[Records from a data collection]
======

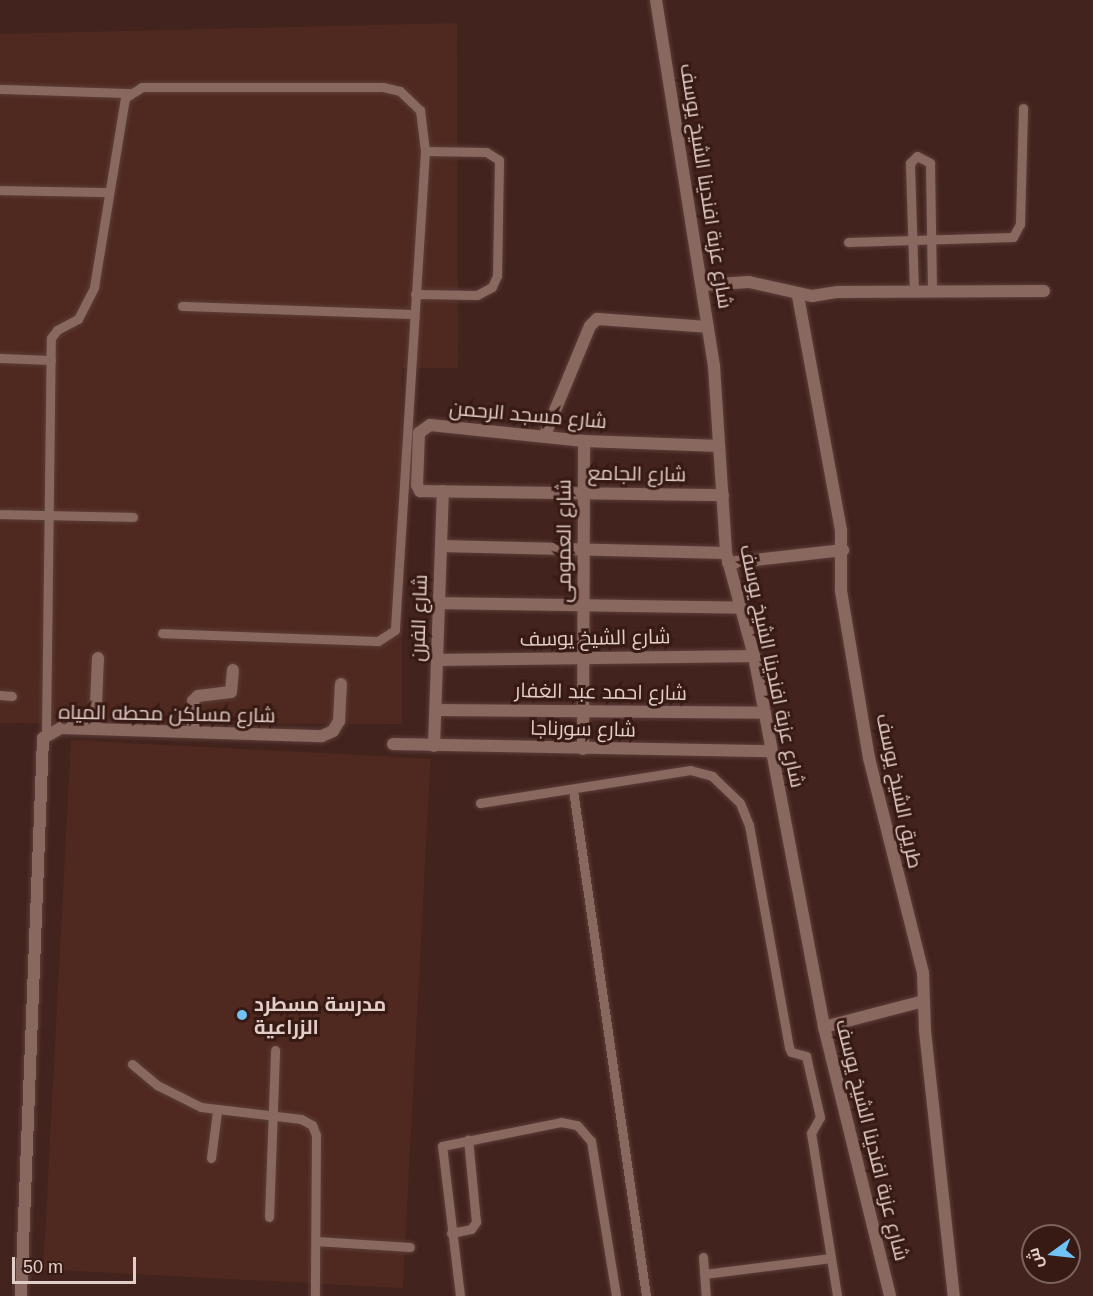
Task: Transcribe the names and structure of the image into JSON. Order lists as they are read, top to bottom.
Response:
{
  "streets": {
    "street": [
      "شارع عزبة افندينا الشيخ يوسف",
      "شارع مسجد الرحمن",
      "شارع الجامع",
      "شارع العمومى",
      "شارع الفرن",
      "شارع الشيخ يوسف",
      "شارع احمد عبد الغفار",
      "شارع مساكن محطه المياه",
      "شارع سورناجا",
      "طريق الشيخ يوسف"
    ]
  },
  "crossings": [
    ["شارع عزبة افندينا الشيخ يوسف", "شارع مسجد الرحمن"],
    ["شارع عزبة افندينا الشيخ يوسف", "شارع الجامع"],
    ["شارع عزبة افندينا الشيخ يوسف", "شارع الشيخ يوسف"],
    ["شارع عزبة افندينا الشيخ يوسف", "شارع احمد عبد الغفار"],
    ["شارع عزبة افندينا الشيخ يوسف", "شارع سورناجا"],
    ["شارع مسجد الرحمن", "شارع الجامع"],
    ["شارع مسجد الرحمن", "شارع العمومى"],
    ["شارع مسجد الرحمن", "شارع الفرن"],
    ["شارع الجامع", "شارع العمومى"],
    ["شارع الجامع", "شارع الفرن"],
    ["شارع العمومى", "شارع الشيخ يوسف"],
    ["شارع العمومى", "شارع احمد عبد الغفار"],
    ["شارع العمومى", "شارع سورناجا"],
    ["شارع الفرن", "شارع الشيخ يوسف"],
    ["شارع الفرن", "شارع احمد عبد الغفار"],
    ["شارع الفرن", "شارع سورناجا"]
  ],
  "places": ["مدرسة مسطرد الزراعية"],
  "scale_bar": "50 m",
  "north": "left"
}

======

Directions - All of the data above is to be repeated exactly, with the pictures left out.

Result for this exercise -
Task: Transcribe the names and structure of the image into JSON. Order lists as they are read, top to bottom.
Response:
{
  "streets": {
    "street": [
      "شارع عزبة افندينا الشيخ يوسف",
      "شارع مسجد الرحمن",
      "شارع الجامع",
      "شارع العمومى",
      "شارع الفرن",
      "شارع الشيخ يوسف",
      "شارع احمد عبد الغفار",
      "شارع مساكن محطه المياه",
      "شارع سورناجا",
      "طريق الشيخ يوسف"
    ]
  },
  "crossings": [
    ["شارع عزبة افندينا الشيخ يوسف", "شارع مسجد الرحمن"],
    ["شارع عزبة افندينا الشيخ يوسف", "شارع الجامع"],
    ["شارع عزبة افندينا الشيخ يوسف", "شارع الشيخ يوسف"],
    ["شارع عزبة افندينا الشيخ يوسف", "شارع احمد عبد الغفار"],
    ["شارع عزبة افندينا الشيخ يوسف", "شارع سورناجا"],
    ["شارع مسجد الرحمن", "شارع الجامع"],
    ["شارع مسجد الرحمن", "شارع العمومى"],
    ["شارع مسجد الرحمن", "شارع الفرن"],
    ["شارع الجامع", "شارع العمومى"],
    ["شارع الجامع", "شارع الفرن"],
    ["شارع العمومى", "شارع الشيخ يوسف"],
    ["شارع العمومى", "شارع احمد عبد الغفار"],
    ["شارع العمومى", "شارع سورناجا"],
    ["شارع الفرن", "شارع الشيخ يوسف"],
    ["شارع الفرن", "شارع احمد عبد الغفار"],
    ["شارع الفرن", "شارع سورناجا"]
  ],
  "places": ["مدرسة مسطرد الزراعية"],
  "scale_bar": "50 m",
  "north": "left"
}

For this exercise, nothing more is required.